China is facing a food security crisis, and apparently mukbangs are the problem.
Food security concerns triggered by the coronavirus pandemic and flooding have consumed the Chinese government, leading to the formation of the “Clean Plate” campaign. The campaign directly impacts the general population and, to change eating habits, various initiatives including urging restaurants to serve fewer dishes to tables and the banning of mukbangs have been implemented.
The term “mukbang” originates from Korea and roughly translates to an eating broadcast. Mukbang videos show streamers holding a plethora of dishes which are oftentimes unhealthy foods that are consumed in one sitting. President Xi Jinping has antagonised the practice as promoting hugely wasteful behaviours. This is a fair assessment as there are reports that some influencers take bites of their food, only to spit it out, or induce vomiting to get through their large plates. These segments of footage are deleted during the editing process.
The Chinese Association of Performing Arts has announced the ban of depictions of eating large amounts or other wasteful behaviours concerning food on social media. People who continue to search for terms relating to mukbangs will instead be greeted by warnings to eat more responsibility in a bid to shift consumer behaviour.
The ban may help with the health of China’s citizens as various experts have voiced concerns that mukbangs may glamorise binge eating and poor eating habits. The importance of this cannot be understated, as a Lancet article states that 46% of adults are classed as overweight or obese in China. Although many mukbangers appear slim despite their large plates, some influencers exercise off-camera for as much as twelve hours per day. This is a luxury few working people can afford if they were to be influenced by these binge eating broadcasts.

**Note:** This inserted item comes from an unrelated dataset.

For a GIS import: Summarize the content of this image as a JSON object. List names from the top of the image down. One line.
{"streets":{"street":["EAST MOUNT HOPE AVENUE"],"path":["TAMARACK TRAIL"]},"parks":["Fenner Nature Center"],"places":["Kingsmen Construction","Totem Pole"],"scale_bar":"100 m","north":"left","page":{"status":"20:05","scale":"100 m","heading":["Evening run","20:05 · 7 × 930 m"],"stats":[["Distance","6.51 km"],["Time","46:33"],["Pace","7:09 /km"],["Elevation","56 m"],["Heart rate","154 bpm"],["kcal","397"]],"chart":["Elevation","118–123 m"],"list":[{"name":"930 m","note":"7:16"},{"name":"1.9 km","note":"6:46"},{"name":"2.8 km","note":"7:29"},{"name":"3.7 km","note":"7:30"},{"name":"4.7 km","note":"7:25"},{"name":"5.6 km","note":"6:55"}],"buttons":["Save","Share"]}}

The Clean Plate campaign has also directed its focus on an “n-1” initiative that means that people dining in groups in restaurants must order one less dish than the number of guests present at a table. The government has advised the public to be less wasteful when cooking, and for parents to encourage these habits in their children. It is expected that the government will adopt a strict stance when enforcing these laws.
Campaigns to reduce food waste are not rare in China, but rather than targeting the general population, previous initiatives affected officials hosting large banquets. There have also been food quotas and incentives for farmers throughout the 20th century. Despite the new measures, the government insists that it still has an adequate food supply, meanwhile, the Ministry of Agriculture suggests that there will be a corn shortage in the coming October until September next year. This is a huge blow to the country as China is said to be 95% self-sufficient in its supply of wheat, rice, and corn.
Several factors have led to concerns over food security in China. The climate crisis has been the main contributing factor, with changes in weather patterns leading to flooding far worse than typical in Southern China. The flooding is particularly devastating along the Yangtze River, which flows through major hubs of agricultural production for the nation.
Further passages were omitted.